Collected data
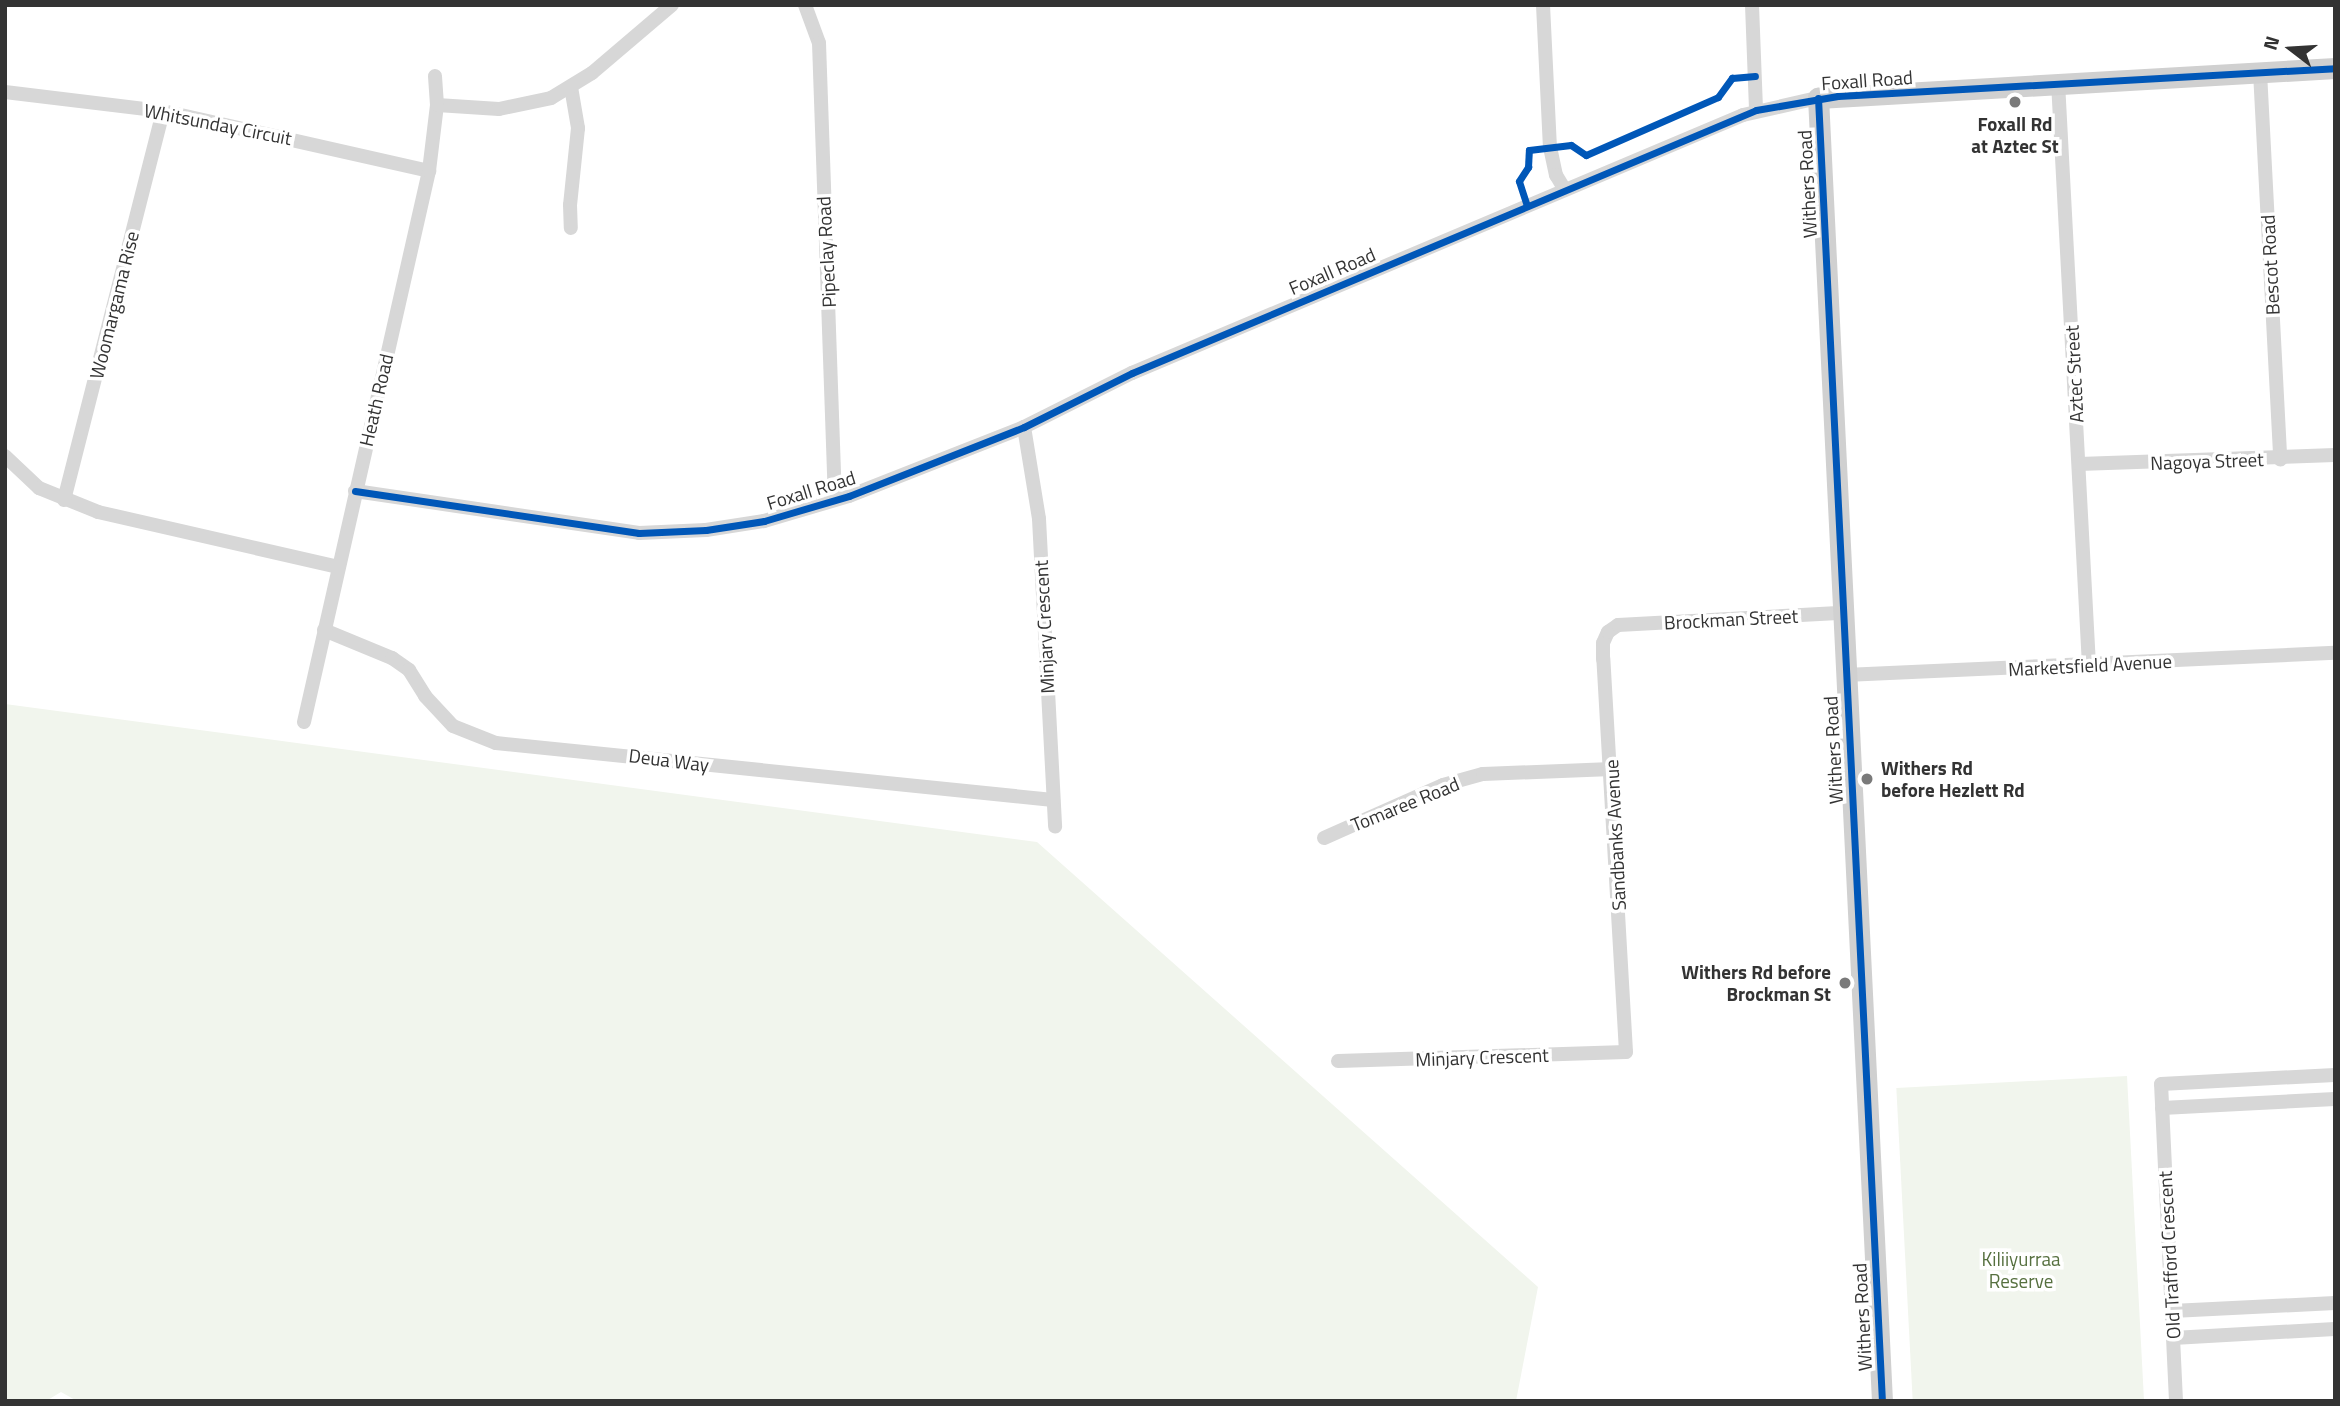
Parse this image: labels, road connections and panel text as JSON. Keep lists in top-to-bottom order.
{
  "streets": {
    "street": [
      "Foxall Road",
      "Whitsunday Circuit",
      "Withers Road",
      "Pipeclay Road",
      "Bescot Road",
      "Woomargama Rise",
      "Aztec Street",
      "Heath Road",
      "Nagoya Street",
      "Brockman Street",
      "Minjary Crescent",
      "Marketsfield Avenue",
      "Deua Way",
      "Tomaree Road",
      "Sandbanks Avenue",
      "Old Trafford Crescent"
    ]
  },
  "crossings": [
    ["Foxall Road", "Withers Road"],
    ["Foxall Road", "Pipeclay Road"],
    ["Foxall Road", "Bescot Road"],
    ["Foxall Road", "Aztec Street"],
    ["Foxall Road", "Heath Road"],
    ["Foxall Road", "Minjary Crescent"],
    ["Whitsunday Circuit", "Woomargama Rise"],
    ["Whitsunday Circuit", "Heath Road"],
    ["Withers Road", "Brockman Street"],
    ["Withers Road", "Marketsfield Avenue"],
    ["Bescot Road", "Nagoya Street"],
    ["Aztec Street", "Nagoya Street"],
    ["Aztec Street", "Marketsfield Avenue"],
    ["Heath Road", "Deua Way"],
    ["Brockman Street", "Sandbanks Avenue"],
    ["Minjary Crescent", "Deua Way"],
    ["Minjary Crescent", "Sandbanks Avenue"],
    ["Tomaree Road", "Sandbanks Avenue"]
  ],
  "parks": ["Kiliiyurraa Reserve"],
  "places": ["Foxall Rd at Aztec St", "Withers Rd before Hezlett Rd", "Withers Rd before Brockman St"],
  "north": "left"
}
---
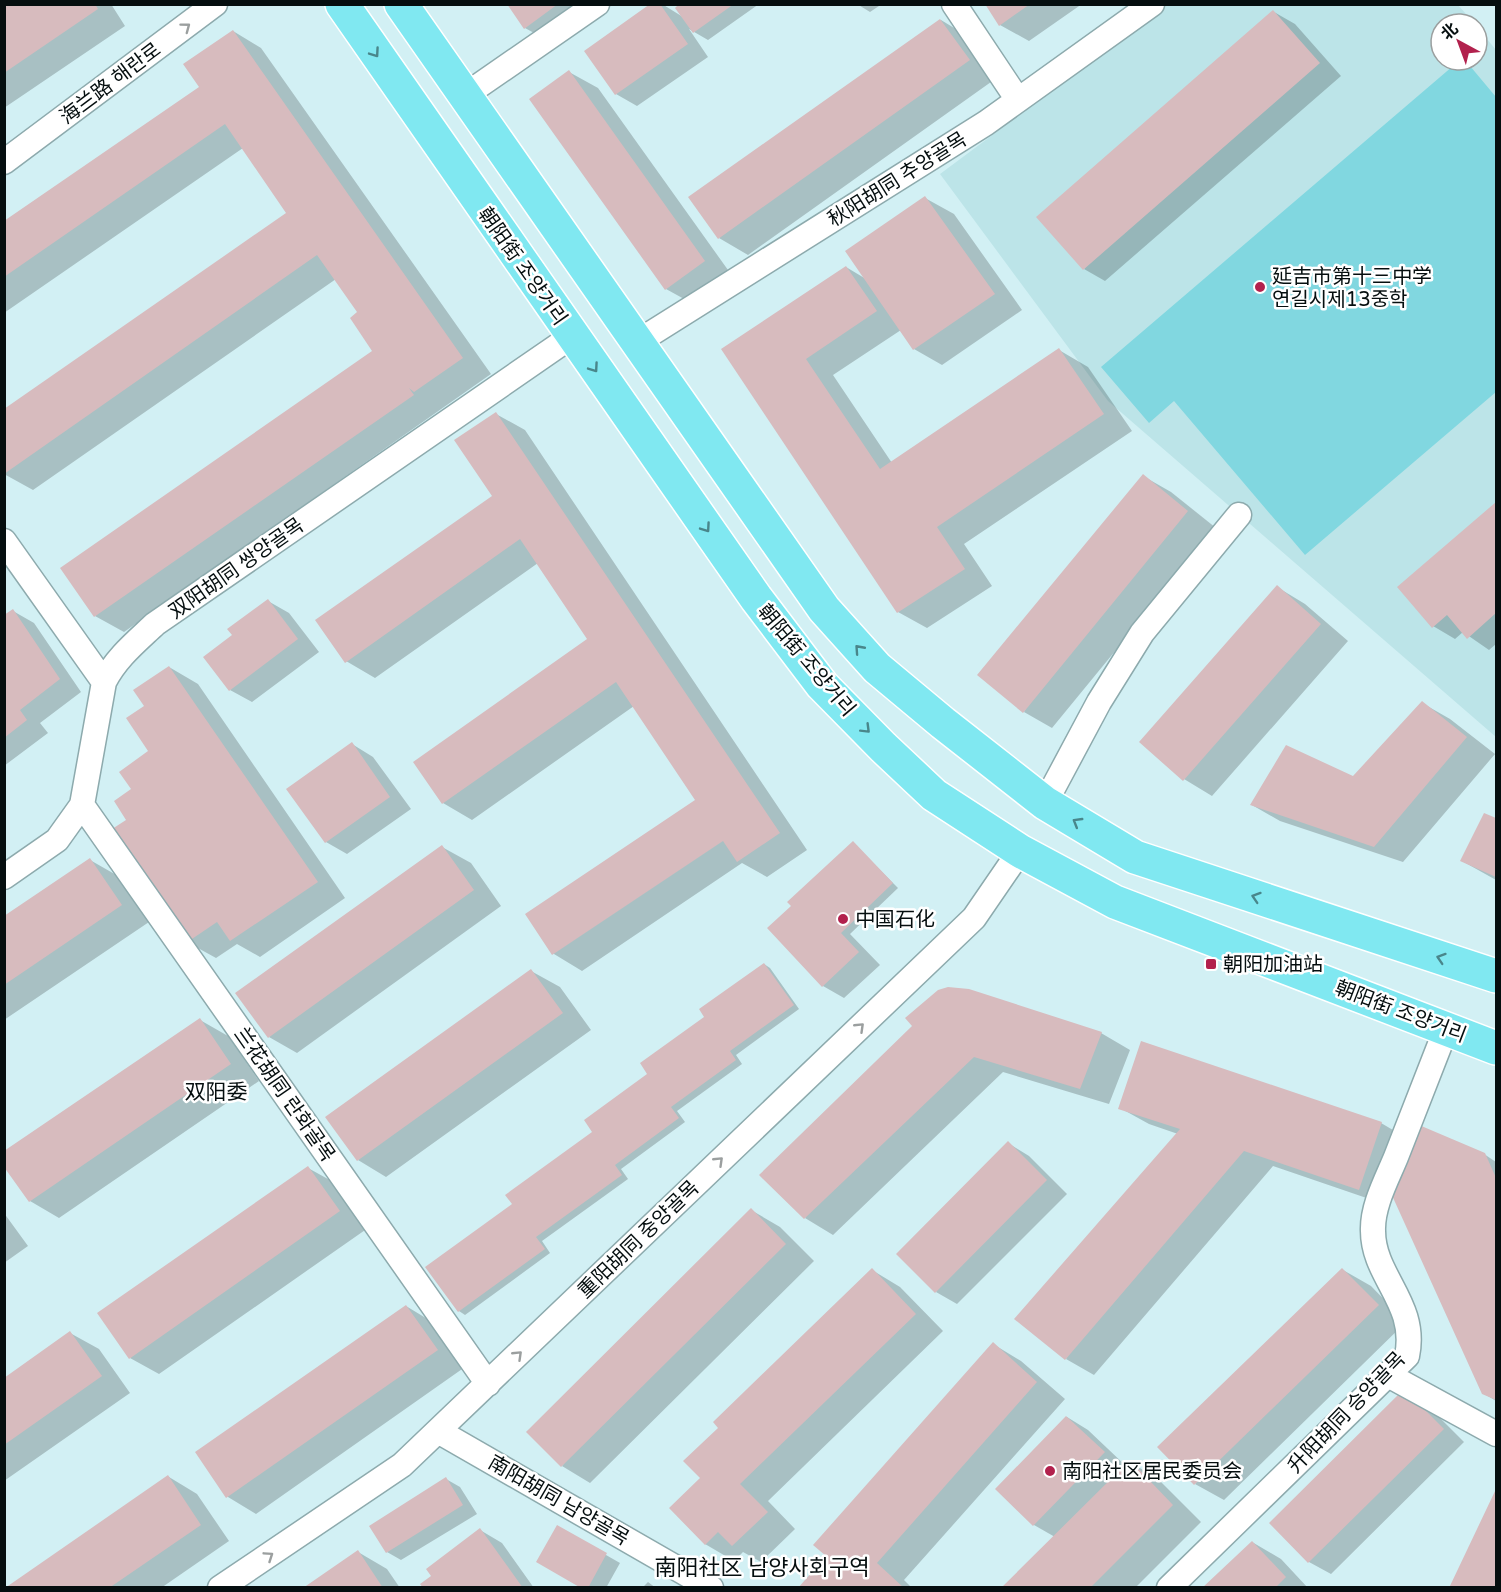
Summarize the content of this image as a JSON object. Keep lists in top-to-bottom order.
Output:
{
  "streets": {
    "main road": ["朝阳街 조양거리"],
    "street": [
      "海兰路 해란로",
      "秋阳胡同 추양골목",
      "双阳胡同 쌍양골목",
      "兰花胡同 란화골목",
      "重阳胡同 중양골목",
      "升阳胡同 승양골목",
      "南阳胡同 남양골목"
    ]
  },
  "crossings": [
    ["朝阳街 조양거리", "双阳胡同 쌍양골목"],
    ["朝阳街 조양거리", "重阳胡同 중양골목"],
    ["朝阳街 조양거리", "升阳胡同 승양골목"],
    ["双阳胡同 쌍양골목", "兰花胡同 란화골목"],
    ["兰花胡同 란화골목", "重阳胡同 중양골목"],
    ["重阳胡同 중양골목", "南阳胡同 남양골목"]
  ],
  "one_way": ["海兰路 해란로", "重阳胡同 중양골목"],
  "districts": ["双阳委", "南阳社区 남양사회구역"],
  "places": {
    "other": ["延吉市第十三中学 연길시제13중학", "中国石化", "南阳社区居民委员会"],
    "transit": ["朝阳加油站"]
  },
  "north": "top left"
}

### [WORK TO BE COMPLETED]
Lines that include the word "조양거리" are to be extracted from the data above.

### [REPLY TO THE TASK]
    "main road": ["朝阳街 조양거리"],
    ["朝阳街 조양거리", "双阳胡同 쌍양골목"],
    ["朝阳街 조양거리", "重阳胡同 중양골목"],
    ["朝阳街 조양거리", "升阳胡同 승양골목"],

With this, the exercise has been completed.